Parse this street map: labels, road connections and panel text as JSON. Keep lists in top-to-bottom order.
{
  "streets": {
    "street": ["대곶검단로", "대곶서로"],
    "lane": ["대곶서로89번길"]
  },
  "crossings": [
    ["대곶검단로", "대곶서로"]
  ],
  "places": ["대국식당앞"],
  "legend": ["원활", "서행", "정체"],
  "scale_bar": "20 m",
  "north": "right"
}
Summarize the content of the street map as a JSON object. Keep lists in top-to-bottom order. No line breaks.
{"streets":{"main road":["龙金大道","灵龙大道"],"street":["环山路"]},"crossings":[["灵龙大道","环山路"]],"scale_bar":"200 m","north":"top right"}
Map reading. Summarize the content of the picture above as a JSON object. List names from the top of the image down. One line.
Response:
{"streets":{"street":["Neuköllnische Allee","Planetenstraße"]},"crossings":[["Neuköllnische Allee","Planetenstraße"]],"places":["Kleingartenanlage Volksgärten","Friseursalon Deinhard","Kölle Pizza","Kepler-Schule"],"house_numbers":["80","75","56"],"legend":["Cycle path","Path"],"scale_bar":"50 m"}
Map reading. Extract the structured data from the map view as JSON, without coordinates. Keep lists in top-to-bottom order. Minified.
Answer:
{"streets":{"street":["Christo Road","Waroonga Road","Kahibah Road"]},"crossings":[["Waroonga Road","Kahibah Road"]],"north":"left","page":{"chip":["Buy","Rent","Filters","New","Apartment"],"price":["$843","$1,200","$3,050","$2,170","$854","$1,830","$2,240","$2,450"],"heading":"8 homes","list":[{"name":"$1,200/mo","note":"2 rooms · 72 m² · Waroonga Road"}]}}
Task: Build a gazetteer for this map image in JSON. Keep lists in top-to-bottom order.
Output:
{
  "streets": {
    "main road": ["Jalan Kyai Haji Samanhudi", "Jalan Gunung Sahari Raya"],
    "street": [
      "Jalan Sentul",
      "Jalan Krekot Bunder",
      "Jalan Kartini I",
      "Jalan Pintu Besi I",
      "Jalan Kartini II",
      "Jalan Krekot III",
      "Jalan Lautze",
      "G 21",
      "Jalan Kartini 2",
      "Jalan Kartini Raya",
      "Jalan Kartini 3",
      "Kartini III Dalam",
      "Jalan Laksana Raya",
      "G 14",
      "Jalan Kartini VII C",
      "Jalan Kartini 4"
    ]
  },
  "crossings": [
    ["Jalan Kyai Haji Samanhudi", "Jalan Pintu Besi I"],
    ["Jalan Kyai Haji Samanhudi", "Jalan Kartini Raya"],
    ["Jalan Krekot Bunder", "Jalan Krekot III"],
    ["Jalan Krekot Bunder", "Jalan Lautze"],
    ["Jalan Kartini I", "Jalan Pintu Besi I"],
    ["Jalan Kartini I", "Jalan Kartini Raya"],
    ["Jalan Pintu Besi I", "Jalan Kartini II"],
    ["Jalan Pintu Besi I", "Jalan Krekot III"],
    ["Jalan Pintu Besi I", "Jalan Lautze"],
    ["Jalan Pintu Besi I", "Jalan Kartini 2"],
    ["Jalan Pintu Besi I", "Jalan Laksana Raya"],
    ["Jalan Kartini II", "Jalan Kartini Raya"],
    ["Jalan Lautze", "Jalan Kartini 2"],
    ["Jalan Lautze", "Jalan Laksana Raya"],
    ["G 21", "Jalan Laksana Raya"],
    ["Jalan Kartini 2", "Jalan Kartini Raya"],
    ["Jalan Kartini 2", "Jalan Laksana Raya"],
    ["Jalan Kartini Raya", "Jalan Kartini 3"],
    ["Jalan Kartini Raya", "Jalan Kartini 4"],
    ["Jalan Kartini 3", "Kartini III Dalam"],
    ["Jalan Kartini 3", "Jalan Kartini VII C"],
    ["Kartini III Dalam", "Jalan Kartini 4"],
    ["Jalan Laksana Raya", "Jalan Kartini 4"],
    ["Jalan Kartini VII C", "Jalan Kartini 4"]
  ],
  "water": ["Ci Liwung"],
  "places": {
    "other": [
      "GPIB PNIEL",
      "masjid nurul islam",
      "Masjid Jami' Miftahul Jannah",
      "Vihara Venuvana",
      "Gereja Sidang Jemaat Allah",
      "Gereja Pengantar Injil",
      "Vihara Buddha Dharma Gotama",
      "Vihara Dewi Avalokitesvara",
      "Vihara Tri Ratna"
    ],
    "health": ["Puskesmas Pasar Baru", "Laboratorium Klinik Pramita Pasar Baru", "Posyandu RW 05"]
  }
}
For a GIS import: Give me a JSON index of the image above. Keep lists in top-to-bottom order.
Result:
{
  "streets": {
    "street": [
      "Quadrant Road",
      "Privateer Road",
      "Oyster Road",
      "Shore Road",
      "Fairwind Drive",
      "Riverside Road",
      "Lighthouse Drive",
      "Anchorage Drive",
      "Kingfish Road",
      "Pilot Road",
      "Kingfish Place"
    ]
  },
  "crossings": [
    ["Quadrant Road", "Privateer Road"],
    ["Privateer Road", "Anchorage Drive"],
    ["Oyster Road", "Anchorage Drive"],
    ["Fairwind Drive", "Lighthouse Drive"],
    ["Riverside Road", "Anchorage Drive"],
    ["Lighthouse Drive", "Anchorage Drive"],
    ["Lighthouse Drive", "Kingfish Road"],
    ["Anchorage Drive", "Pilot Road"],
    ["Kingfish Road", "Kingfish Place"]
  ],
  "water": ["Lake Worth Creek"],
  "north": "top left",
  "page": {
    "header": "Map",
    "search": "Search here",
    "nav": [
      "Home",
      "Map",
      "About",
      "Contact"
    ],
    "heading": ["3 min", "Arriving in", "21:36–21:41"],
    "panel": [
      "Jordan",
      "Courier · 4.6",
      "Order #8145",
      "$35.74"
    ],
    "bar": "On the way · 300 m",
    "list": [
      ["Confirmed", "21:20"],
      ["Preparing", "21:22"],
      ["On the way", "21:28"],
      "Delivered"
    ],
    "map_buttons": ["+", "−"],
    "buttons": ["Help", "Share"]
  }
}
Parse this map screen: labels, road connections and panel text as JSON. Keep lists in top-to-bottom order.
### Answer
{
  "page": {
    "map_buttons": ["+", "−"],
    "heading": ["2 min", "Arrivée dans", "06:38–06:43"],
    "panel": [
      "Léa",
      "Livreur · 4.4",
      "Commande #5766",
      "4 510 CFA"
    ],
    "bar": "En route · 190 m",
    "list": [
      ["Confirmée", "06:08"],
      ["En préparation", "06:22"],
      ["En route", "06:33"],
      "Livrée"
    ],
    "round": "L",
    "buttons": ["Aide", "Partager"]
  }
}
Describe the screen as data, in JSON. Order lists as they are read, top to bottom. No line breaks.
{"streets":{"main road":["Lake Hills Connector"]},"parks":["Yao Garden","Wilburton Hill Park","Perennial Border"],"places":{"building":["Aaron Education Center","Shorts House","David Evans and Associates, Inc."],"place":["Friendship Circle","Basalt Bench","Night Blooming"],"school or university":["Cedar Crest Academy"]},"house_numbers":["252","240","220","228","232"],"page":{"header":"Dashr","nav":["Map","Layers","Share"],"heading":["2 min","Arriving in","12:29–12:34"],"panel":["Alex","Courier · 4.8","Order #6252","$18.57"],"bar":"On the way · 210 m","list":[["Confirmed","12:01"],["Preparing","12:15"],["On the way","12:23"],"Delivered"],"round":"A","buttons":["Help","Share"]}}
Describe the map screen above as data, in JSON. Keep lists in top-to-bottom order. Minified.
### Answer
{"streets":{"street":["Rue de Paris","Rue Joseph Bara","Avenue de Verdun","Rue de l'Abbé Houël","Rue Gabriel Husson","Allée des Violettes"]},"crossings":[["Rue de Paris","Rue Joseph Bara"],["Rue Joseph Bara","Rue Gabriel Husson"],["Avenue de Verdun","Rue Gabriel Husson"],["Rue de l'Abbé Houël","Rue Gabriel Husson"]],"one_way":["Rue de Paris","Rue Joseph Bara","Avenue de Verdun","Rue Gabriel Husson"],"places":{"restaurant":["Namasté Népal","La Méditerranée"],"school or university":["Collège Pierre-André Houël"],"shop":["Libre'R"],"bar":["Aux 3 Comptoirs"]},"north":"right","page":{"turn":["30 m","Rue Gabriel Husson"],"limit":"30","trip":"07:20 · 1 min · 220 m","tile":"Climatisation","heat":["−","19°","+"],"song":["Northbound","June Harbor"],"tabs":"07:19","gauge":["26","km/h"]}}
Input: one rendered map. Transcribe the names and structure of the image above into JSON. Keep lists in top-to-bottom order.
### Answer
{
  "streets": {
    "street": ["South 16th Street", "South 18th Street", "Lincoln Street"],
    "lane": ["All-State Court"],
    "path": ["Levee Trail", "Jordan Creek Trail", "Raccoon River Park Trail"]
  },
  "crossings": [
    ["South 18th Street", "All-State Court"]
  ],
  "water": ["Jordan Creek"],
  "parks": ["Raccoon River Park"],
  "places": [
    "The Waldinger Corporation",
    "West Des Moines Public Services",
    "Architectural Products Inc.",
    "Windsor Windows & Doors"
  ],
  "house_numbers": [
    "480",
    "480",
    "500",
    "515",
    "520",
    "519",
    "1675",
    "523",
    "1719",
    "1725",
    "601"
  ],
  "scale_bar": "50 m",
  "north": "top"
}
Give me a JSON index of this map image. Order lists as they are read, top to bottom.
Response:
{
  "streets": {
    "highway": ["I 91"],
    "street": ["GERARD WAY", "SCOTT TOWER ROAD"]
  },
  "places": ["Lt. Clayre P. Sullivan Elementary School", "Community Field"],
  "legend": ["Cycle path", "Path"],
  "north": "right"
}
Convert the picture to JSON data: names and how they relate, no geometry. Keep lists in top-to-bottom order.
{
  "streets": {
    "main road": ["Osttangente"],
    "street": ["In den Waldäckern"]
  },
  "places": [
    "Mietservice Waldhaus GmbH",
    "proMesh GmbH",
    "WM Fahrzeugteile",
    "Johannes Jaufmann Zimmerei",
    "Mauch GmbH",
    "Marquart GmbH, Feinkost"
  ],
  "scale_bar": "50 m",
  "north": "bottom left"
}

────────

> _Exercise aim_: How many of the listing's lines include "index"? State only that number.

> _Solution to the exercise_: 2